Stored data
BEGIN
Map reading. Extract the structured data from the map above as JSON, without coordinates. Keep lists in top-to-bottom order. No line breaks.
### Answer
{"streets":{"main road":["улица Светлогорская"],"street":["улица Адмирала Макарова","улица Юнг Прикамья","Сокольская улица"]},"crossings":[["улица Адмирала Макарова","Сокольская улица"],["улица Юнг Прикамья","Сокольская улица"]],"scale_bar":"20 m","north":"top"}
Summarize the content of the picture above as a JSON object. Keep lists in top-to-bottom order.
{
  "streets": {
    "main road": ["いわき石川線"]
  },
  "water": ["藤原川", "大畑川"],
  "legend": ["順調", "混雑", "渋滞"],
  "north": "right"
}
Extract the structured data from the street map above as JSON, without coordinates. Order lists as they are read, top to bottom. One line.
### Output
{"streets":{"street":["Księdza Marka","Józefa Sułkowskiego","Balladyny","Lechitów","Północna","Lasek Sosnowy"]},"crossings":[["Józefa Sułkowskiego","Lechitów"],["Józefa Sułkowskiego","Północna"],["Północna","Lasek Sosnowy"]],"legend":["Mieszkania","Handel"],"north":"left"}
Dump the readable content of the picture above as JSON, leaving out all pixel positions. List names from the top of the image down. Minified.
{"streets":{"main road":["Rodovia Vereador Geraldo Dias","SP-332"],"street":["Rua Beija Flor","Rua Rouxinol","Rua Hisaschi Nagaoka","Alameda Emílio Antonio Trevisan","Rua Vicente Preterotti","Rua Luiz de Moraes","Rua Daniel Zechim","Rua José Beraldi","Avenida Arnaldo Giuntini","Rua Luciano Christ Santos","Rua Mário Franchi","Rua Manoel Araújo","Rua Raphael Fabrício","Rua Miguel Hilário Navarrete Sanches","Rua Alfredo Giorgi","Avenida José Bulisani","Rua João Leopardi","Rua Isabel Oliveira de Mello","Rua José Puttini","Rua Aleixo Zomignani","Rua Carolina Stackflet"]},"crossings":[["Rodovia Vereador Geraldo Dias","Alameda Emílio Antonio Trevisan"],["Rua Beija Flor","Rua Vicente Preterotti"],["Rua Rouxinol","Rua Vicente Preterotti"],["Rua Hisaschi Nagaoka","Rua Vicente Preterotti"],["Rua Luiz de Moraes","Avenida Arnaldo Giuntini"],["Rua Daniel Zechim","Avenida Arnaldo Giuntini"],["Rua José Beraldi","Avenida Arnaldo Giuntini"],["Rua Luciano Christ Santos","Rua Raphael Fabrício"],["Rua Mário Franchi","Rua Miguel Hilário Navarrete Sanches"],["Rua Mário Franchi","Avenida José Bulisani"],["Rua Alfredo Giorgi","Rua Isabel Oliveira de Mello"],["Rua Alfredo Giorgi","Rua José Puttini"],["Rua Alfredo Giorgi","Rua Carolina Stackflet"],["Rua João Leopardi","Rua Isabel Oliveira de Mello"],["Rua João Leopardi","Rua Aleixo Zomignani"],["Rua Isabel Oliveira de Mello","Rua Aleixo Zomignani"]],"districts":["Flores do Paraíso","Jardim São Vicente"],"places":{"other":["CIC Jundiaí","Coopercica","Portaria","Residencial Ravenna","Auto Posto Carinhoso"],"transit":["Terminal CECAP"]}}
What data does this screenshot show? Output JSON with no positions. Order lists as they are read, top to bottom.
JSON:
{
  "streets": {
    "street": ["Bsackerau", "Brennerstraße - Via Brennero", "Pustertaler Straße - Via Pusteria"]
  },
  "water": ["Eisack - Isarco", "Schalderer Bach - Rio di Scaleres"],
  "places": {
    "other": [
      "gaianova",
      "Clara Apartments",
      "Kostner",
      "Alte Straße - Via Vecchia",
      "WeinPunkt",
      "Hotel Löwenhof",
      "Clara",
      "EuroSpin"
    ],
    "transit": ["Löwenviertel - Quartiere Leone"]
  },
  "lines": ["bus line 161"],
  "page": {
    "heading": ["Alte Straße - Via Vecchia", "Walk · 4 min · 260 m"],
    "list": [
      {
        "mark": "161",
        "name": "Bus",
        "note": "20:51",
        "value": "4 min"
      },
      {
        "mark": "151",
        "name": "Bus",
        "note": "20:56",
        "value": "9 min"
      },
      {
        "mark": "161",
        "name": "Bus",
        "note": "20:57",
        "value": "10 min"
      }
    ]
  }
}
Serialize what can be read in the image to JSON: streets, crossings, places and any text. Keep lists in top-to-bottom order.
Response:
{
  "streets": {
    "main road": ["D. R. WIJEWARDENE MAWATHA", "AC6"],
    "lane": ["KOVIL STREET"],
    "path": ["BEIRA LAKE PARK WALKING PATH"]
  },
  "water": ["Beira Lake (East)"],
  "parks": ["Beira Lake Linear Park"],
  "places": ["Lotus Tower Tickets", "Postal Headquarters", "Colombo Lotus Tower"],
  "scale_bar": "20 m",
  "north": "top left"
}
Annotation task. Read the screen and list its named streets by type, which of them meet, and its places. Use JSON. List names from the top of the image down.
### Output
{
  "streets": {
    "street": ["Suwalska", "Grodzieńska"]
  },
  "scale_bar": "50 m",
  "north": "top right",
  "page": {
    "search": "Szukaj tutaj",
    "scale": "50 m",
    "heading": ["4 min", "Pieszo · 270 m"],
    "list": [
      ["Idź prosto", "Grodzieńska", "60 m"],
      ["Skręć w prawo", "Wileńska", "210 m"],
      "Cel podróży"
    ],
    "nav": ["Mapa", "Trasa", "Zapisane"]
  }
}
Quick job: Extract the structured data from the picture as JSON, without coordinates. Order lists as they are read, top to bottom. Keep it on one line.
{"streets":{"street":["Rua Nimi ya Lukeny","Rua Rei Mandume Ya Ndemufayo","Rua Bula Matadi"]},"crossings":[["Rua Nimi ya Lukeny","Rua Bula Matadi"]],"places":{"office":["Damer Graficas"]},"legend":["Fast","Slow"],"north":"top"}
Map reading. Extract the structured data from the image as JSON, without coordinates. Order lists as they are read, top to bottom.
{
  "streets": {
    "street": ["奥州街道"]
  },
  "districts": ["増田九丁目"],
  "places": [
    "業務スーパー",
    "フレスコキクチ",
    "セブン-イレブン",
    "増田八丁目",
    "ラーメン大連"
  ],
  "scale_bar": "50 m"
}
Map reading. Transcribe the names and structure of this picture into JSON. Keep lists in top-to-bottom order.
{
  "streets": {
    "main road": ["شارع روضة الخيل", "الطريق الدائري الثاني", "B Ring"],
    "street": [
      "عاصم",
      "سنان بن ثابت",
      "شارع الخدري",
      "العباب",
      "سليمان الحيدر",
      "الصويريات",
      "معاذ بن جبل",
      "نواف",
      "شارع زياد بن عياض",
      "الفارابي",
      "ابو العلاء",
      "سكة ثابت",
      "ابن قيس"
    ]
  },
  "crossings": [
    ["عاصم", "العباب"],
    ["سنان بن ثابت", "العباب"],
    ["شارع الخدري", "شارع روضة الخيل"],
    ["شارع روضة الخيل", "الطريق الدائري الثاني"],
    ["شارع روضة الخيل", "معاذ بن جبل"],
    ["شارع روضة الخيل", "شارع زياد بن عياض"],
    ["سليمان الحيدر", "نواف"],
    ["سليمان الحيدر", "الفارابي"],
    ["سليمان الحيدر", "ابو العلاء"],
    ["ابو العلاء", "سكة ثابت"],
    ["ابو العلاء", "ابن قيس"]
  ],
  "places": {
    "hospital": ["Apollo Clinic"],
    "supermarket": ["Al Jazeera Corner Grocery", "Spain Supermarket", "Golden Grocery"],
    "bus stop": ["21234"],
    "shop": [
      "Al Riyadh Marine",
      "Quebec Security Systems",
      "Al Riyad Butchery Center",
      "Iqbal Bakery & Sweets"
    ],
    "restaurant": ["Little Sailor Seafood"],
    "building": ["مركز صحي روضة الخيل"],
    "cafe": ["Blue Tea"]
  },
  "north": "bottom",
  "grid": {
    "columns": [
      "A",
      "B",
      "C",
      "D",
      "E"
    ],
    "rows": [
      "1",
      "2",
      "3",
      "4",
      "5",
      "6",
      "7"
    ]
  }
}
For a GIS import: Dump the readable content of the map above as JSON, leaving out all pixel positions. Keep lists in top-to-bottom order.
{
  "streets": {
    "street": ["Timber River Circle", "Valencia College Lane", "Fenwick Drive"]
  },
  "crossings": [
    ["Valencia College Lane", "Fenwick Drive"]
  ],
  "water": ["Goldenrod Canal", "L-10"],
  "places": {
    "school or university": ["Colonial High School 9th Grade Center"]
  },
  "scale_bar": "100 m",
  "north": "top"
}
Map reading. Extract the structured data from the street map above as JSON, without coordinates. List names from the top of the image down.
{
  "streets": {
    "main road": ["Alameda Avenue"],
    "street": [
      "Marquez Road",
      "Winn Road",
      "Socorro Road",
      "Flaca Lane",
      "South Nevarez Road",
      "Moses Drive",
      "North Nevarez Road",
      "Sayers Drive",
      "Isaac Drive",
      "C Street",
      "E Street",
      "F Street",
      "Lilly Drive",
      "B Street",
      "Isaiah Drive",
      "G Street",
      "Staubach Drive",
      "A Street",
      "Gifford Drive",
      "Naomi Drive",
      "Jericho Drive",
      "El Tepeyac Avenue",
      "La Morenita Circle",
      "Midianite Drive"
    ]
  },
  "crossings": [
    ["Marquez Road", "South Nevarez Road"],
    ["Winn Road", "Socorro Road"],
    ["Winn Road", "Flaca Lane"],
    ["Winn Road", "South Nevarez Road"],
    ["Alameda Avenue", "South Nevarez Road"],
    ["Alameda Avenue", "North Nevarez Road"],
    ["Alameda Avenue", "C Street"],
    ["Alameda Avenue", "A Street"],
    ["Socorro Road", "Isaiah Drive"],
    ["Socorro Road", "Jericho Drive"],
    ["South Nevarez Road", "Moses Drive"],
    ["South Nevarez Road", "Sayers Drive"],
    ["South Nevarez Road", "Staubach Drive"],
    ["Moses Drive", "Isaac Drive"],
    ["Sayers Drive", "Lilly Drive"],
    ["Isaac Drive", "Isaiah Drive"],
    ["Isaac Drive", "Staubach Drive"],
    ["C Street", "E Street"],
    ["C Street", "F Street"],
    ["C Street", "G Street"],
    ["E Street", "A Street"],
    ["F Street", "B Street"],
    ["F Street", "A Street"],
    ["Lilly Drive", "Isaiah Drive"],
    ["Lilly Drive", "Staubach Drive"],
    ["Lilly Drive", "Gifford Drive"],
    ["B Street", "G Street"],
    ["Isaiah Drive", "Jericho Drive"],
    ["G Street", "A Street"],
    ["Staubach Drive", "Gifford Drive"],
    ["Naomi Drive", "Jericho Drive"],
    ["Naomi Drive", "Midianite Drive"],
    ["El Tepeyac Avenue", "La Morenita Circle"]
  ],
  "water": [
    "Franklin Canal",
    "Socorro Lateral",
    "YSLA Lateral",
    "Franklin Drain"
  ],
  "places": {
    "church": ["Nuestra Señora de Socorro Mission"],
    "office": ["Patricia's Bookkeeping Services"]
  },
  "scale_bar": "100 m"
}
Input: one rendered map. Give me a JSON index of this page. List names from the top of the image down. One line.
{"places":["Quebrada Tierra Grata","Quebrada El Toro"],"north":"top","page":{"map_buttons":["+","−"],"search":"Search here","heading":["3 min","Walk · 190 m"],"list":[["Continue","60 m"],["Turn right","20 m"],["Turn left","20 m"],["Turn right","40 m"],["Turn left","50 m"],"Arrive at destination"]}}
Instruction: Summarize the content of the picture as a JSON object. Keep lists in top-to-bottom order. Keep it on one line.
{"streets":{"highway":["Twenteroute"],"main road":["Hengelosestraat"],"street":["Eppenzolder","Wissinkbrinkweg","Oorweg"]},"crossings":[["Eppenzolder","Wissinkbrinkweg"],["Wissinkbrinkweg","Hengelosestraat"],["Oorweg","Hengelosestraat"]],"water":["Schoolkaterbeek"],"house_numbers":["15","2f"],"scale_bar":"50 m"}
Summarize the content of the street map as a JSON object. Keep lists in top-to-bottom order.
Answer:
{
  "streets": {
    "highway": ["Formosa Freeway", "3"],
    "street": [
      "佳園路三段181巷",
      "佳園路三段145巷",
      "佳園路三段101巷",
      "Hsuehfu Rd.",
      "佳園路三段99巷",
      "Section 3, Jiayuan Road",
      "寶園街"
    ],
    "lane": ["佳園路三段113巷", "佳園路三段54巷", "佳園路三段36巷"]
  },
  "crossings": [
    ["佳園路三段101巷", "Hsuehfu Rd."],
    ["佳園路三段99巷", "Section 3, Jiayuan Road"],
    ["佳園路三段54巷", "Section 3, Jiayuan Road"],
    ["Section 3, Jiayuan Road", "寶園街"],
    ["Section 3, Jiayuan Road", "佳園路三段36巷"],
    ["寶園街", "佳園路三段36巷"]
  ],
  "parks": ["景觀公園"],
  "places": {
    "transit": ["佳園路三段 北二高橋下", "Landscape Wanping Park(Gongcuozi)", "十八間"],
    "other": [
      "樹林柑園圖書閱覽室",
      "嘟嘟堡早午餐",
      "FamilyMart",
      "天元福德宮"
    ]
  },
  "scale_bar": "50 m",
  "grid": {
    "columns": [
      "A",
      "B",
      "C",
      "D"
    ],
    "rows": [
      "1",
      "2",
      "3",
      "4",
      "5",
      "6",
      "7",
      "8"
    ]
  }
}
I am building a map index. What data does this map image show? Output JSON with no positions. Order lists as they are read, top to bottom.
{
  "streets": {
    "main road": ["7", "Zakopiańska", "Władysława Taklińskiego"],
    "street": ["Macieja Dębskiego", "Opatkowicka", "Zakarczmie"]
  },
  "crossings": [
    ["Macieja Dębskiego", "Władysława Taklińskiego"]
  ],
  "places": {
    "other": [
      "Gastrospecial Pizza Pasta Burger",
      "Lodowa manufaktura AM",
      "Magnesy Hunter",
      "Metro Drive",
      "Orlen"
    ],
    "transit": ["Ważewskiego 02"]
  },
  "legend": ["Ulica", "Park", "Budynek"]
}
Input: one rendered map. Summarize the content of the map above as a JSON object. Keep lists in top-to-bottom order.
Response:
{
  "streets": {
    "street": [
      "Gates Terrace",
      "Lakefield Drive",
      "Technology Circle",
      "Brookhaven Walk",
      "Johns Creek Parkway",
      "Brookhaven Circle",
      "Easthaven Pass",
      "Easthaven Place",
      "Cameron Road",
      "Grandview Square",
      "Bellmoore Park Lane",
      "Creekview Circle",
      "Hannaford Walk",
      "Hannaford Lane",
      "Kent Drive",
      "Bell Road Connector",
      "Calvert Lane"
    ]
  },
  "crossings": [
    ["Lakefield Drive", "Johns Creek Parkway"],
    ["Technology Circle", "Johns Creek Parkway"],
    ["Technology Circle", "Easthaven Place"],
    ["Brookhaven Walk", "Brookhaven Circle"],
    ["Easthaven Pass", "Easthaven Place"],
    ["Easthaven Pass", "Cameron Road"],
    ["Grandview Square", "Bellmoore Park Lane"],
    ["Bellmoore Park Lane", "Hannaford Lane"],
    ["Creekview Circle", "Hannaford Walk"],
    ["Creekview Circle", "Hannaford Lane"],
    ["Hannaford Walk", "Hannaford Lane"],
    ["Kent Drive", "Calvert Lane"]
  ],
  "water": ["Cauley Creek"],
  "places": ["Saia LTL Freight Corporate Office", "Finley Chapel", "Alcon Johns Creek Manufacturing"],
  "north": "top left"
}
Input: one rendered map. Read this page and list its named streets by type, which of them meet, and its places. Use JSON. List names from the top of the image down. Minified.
END
● **What needs to be done**
For the word "meet", say how many lines of the records above contain it. Reply with the number alone.

● **Solution below**
2